L'association AC!! Anti-Corruption a déposé plainte contre X samedi, estimant que le rapporteur de la commission d'enquête sur l'audiovisuel public, Charles Alloncle (UDR) a influencé la teneur des débats en posant, selon elle, des questions envoyées par la direction de Lagardère News, la société contrôlée par Vincent Bolloré, afin qu'ils en tirent tous deux des intérêts. Sur RTL, le député a dénoncé une "tentative de diversion".
Charles Alloncle, rapporteur de la commission d'enquête sur l'audiovisuel public, est visé par une plainte déposée par l'association AC!! Anti-Corruption ce samedi. L'association estime que le député du groupe UDR a pesé sur les débats en posant des questions directement suggérées par la direction de Lagardère News, société contrôlée par Vincent Bolloré.
La plainte contre X, pour prise illégale d'intérêts et trafic d'influence, a été envoyée samedi au procureur national financier (PNF) Pascal Prache, a expliqué Me Jérôme Karsenti à quelques journalistes, dont l'AFP. Cette plainte fait suite aux révélations du Monde, qui a révélé fin avril que la direction des affaires institutionnelles et réglementaires de Lagardère News avait envoyé des listes de questions à plusieurs députés, dont Charles Alloncle, afin qu'ils les posent aux personnes auditionnées.
"C'est une personne que je ne connais pas de Lagardère news qui a envoyé ces questions. C'est vieux comme l'Assemblée nationale. J'ai dû recevoir plusieurs centaines de contributions", a tempéré ce lundi le député UDR sur RTL, démentant avoir utilisé ces questions. Il également ailleurs indiqué n'avoir "jamais rencontré" la présidente de Lagardère News, Constance Benqué.

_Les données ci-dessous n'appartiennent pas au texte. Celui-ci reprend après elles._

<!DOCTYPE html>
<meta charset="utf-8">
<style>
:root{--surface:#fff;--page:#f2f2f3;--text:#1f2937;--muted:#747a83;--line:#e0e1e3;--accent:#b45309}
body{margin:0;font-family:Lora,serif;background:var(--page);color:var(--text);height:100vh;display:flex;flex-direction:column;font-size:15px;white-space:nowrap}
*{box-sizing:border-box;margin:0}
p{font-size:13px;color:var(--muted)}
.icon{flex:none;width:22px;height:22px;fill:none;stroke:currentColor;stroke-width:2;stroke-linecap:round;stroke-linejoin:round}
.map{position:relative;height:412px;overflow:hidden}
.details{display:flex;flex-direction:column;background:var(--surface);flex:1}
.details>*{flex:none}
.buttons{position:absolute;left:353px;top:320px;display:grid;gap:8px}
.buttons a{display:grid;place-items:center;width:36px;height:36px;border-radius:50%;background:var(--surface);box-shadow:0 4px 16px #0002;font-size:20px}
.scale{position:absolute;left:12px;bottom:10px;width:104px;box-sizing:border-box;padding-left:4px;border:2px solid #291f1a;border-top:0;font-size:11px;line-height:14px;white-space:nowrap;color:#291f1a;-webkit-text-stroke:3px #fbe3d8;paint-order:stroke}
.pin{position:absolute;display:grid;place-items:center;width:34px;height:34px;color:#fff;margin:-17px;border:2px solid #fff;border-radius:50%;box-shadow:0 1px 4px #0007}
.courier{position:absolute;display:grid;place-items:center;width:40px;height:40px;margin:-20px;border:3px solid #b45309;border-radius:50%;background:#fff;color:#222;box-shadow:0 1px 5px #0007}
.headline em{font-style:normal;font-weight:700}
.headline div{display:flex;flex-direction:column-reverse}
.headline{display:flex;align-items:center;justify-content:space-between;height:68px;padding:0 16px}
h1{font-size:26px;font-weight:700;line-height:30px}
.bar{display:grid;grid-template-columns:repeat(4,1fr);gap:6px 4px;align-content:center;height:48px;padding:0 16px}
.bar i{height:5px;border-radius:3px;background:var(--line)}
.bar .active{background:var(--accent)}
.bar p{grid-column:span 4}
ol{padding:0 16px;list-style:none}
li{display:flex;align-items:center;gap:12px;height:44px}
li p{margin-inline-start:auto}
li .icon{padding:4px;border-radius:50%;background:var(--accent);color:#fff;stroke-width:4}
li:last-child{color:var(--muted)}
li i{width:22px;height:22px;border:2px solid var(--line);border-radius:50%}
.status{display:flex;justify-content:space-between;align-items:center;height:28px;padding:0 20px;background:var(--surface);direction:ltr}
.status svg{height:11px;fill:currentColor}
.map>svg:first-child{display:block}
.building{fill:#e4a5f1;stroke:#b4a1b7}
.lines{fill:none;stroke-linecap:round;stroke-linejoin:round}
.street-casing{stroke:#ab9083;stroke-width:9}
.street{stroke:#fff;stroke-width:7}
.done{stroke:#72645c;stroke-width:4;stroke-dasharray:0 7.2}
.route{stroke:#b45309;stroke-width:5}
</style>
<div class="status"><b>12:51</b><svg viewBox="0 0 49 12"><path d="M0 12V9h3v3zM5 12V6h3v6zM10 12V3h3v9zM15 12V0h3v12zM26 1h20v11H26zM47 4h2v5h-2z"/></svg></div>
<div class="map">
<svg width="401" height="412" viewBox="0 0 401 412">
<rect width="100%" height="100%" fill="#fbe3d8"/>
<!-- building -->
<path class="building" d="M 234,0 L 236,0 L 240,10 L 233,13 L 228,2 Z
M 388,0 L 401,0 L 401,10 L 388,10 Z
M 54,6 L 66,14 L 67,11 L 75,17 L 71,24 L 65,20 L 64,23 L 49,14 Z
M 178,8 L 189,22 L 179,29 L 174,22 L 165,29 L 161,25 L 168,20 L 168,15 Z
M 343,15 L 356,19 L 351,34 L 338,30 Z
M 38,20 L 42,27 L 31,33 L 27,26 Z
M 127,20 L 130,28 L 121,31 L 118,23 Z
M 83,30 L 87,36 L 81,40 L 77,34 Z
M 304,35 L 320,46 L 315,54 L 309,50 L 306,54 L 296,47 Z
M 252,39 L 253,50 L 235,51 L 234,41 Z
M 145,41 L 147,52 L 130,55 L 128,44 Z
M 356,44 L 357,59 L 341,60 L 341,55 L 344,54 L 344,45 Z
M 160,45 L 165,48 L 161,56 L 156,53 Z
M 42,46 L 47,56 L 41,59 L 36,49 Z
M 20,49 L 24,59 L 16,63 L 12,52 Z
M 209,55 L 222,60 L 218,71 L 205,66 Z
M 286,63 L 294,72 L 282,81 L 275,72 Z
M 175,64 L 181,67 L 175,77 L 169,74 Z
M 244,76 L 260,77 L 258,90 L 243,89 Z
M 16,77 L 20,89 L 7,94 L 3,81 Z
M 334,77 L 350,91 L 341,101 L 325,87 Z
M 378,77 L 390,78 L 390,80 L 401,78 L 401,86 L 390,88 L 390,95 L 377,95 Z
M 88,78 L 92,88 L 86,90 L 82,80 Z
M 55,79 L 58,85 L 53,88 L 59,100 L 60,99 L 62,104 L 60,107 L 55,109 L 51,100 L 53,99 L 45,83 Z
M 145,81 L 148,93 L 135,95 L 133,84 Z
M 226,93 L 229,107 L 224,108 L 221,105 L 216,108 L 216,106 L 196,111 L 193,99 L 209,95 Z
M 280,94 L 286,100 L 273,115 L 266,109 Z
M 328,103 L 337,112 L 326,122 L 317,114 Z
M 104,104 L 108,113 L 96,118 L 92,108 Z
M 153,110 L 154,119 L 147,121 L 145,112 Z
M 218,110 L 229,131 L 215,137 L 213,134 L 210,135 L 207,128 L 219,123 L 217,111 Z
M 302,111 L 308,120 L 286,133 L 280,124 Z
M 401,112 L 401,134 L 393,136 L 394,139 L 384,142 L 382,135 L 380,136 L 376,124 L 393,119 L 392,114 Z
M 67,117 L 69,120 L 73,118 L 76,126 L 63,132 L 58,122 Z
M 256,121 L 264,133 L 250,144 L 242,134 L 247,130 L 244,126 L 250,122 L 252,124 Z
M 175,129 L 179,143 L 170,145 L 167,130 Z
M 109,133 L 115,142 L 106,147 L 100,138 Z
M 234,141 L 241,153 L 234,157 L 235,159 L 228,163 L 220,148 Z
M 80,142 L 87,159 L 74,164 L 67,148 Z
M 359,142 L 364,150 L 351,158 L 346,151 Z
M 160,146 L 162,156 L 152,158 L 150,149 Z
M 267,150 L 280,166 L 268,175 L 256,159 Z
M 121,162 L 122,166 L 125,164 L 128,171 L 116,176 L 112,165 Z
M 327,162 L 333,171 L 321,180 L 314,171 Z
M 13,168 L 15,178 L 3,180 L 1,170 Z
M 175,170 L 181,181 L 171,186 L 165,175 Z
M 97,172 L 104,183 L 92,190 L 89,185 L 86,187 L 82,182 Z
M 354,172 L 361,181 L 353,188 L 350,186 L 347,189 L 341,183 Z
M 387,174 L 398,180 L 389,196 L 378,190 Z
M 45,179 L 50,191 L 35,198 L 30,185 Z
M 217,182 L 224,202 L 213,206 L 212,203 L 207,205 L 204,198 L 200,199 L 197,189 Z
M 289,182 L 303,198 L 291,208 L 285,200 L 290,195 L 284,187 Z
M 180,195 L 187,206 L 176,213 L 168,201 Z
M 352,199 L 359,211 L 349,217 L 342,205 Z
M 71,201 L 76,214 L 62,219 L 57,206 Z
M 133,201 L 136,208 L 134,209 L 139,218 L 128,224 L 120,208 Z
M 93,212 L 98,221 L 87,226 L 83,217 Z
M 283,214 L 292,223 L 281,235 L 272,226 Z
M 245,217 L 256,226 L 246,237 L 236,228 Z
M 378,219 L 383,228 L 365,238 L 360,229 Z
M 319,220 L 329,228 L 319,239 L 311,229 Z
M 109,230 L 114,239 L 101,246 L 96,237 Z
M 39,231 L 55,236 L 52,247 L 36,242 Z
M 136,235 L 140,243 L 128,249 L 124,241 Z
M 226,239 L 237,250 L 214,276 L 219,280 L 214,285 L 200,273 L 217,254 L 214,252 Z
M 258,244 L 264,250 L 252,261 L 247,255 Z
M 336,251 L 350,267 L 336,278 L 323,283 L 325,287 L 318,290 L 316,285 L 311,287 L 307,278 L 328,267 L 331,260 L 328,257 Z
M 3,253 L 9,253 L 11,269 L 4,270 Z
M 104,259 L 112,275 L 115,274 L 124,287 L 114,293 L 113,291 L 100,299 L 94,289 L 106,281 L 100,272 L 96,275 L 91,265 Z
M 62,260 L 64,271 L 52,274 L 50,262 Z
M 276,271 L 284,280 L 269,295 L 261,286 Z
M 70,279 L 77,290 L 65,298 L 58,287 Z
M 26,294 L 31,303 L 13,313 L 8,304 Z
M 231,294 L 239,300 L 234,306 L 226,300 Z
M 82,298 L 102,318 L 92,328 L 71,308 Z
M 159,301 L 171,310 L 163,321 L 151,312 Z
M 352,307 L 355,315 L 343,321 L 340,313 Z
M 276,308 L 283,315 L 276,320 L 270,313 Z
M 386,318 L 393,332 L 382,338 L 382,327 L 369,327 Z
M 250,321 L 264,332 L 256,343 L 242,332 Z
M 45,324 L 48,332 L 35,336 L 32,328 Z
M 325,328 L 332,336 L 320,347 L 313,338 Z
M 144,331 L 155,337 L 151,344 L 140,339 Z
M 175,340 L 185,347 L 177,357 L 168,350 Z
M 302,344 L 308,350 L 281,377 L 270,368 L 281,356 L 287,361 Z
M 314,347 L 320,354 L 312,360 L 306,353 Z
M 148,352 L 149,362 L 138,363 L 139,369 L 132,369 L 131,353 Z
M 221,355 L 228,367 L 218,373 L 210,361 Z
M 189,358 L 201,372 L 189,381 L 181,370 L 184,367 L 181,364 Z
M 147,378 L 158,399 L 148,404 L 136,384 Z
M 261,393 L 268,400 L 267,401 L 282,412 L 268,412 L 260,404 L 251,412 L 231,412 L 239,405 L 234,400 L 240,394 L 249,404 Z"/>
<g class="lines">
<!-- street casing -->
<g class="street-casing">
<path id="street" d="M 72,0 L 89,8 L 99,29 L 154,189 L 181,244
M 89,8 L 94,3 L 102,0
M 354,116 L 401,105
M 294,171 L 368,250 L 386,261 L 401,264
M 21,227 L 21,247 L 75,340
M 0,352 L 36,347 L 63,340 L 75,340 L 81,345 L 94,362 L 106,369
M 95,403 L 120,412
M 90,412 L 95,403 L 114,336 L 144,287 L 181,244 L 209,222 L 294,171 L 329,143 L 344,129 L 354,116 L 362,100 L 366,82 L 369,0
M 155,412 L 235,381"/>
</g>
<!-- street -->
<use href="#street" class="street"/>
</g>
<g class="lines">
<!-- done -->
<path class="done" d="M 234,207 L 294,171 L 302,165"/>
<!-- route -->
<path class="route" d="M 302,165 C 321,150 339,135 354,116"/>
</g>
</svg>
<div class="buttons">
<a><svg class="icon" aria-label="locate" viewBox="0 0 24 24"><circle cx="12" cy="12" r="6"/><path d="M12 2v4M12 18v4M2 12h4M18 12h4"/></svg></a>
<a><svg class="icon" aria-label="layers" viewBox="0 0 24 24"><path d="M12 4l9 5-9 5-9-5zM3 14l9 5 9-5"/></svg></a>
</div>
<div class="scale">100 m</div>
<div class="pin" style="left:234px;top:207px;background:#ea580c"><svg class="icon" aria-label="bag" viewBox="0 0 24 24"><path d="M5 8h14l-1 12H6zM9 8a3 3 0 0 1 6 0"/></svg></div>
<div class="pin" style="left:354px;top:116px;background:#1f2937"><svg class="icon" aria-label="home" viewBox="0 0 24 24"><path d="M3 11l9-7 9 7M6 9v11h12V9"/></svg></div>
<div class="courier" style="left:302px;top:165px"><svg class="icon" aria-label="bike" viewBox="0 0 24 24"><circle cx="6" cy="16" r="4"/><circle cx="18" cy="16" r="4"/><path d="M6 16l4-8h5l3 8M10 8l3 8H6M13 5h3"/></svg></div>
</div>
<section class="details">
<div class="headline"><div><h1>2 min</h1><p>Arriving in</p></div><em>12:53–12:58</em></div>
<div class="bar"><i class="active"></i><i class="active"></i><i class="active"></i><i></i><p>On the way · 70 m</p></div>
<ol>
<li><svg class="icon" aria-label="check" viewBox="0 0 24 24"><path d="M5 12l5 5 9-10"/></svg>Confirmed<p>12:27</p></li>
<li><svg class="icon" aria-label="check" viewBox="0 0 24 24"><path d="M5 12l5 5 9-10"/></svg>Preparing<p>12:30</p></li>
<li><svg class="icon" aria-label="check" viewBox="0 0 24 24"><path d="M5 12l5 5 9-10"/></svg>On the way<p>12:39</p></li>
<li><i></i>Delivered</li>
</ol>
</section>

"Ces recommandations ont été envoyées au président macroniste de la commission, à d'autres députés. C'est une énième tentative de diversion, une énième tentative grotesque à quelques heures de la publication du rapport pour jeter le discrédit sur ces 400 pages d'un rapport rédigé de façon étayée et sérieuse", a poursuivi Charles Alloncle.
"Son comportement pendant les six mois de commission contredit cette thèse. Sa posture lors des auditions marquées par une hostilité systématique envers l'audiovisuel public [...] est identique à celle suggérée par le groupe Bolloré dans ses listes", affirme au contraire la plainte que l'AFP a pu consulter. Celle-ci rappelle que le président de la commission d'enquête, Jérémie Patrier-Leitus (Horizons), s'est interrogé sur l'impartialité de son collègue. Sur France Inter, il a suggéré que le rapporteur avait pu agir par commande "de personnes qui veulent racheter l'audiovisuel public à vil prix" ou le voir "disparaître".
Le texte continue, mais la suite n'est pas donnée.